(Stored items)
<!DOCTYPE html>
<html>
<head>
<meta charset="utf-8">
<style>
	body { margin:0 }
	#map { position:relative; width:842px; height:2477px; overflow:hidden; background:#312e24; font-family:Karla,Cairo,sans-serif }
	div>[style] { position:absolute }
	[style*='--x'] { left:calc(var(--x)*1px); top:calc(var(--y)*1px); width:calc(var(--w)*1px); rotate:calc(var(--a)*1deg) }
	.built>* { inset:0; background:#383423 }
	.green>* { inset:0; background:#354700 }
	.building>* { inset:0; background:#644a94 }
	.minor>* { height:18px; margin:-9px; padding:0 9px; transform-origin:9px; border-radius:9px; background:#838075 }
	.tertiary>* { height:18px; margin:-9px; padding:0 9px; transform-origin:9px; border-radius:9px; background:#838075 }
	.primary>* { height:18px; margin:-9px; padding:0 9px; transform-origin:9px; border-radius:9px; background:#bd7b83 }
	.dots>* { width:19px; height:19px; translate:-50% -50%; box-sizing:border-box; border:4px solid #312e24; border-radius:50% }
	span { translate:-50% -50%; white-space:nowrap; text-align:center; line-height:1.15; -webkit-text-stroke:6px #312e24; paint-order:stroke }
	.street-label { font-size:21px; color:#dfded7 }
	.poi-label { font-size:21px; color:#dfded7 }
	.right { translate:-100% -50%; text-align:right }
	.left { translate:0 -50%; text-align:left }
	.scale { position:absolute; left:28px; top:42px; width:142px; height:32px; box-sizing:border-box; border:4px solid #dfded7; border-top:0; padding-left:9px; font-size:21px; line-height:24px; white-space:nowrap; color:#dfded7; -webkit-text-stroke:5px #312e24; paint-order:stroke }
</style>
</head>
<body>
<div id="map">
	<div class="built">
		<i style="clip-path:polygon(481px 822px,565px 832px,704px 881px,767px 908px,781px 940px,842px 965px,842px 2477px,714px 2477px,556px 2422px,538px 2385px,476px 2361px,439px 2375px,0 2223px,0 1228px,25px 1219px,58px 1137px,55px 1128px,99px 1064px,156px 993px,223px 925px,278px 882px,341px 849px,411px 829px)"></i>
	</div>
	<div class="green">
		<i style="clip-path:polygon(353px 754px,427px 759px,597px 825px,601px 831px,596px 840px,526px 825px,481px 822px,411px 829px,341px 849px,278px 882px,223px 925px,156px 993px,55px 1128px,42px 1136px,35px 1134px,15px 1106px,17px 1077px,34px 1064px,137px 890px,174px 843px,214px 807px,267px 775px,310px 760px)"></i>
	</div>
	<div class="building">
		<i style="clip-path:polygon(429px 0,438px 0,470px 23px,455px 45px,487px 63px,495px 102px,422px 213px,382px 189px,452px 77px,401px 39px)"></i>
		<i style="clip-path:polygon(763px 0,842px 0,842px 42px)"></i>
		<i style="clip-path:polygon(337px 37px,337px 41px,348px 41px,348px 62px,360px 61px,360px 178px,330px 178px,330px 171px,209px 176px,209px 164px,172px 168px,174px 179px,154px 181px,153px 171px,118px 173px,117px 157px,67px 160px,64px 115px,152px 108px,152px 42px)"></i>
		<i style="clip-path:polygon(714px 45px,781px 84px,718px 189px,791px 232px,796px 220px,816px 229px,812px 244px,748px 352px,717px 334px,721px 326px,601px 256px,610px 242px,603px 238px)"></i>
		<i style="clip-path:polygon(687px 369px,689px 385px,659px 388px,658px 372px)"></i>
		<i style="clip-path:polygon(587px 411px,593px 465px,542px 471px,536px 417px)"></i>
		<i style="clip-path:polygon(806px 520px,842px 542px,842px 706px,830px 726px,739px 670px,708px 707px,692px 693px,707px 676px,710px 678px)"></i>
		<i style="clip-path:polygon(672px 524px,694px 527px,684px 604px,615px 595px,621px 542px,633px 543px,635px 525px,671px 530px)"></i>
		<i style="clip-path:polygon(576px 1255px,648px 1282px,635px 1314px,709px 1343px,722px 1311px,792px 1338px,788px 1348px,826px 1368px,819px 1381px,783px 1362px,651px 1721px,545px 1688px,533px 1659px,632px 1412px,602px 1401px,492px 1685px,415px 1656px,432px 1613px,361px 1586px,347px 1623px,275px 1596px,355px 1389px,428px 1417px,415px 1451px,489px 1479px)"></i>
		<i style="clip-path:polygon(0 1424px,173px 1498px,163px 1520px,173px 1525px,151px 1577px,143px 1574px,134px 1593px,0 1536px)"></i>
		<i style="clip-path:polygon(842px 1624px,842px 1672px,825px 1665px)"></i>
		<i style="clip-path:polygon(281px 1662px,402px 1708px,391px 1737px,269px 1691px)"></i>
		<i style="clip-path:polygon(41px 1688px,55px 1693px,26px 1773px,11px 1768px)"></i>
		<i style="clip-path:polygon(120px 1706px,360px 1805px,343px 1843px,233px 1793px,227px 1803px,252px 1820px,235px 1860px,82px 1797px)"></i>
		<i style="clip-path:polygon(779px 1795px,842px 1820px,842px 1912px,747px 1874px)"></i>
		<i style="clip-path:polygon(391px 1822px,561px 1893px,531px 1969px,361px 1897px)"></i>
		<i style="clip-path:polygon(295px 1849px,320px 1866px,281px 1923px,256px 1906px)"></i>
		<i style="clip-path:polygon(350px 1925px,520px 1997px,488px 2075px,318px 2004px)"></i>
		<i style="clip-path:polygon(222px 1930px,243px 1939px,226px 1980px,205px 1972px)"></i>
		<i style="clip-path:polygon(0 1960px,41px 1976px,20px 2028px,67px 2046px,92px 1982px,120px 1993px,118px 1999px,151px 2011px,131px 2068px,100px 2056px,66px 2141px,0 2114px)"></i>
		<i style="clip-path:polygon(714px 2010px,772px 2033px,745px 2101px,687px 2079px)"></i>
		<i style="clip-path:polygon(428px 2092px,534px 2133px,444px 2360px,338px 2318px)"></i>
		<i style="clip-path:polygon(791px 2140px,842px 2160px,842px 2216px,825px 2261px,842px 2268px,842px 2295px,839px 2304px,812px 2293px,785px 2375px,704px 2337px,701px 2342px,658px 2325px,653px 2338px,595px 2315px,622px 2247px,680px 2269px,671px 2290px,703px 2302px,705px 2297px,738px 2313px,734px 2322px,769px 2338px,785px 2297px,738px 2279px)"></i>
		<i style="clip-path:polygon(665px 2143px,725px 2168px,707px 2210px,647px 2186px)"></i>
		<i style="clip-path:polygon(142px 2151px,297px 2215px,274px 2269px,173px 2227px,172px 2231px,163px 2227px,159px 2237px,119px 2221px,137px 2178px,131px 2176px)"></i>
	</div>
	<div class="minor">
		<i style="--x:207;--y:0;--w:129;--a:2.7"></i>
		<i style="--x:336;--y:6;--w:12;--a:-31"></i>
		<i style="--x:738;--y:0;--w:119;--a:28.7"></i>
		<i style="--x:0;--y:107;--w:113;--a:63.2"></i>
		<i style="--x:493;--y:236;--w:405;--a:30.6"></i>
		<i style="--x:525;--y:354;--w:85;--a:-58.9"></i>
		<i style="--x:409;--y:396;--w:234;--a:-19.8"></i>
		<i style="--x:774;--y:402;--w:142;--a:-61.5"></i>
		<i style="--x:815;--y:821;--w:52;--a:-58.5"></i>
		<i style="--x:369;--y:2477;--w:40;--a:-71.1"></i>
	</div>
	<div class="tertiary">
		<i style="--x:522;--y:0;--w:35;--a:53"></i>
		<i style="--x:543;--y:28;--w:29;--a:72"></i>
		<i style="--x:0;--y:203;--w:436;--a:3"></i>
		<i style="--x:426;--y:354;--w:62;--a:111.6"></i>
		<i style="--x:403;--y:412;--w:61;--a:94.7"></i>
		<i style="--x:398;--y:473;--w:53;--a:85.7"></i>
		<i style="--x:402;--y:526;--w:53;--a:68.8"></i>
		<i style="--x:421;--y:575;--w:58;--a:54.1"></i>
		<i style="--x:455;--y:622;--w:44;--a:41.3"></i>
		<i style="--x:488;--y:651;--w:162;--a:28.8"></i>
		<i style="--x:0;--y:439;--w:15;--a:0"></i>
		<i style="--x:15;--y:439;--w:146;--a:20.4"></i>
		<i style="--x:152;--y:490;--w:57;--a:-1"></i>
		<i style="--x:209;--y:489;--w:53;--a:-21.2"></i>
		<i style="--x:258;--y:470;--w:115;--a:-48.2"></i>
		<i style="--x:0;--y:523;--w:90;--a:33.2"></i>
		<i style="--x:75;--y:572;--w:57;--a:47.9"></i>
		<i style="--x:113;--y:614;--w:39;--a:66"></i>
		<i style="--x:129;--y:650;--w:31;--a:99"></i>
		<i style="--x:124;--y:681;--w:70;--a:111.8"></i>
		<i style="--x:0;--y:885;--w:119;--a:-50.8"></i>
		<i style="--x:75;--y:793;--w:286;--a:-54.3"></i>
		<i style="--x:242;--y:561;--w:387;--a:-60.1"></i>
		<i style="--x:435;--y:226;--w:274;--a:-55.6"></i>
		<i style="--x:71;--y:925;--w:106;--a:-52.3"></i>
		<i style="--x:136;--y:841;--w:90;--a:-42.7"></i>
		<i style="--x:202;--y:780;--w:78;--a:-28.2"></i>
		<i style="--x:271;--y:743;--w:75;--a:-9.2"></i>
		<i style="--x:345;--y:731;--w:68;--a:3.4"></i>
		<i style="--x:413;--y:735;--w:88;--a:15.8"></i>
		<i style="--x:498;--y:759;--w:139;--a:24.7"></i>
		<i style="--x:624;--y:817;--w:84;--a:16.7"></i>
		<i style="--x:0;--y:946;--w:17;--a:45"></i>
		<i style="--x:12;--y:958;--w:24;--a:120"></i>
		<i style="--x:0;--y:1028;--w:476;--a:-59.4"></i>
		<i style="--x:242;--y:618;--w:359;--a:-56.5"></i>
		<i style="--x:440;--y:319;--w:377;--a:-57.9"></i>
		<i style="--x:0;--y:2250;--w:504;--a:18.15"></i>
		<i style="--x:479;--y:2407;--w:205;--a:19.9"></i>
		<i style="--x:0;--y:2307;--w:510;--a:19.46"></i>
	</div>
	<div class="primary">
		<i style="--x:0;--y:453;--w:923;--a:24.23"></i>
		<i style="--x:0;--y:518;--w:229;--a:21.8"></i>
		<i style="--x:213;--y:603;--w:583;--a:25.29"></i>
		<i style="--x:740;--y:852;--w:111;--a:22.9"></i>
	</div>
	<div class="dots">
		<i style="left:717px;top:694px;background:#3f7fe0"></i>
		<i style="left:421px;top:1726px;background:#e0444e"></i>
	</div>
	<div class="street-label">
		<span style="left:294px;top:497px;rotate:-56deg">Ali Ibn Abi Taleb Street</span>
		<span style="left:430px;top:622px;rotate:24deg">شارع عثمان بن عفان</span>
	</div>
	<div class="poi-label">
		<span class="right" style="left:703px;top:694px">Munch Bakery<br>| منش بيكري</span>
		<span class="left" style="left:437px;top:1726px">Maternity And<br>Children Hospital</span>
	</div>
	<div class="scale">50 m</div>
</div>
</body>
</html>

## Problem requirements
Print the records verbatim, stopping after the "width:19px; height:19px; translate:-50%" line.

## Response
<!DOCTYPE html>
<html>
<head>
<meta charset="utf-8">
<style>
	body { margin:0 }
	#map { position:relative; width:842px; height:2477px; overflow:hidden; background:#312e24; font-family:Karla,Cairo,sans-serif }
	div>[style] { position:absolute }
	[style*='--x'] { left:calc(var(--x)*1px); top:calc(var(--y)*1px); width:calc(var(--w)*1px); rotate:calc(var(--a)*1deg) }
	.built>* { inset:0; background:#383423 }
	.green>* { inset:0; background:#354700 }
	.building>* { inset:0; background:#644a94 }
	.minor>* { height:18px; margin:-9px; padding:0 9px; transform-origin:9px; border-radius:9px; background:#838075 }
	.tertiary>* { height:18px; margin:-9px; padding:0 9px; transform-origin:9px; border-radius:9px; background:#838075 }
	.primary>* { height:18px; margin:-9px; padding:0 9px; transform-origin:9px; border-radius:9px; background:#bd7b83 }
	.dots>* { width:19px; height:19px; translate:-50% -50%; box-sizing:border-box; border:4px solid #312e24; border-radius:50% }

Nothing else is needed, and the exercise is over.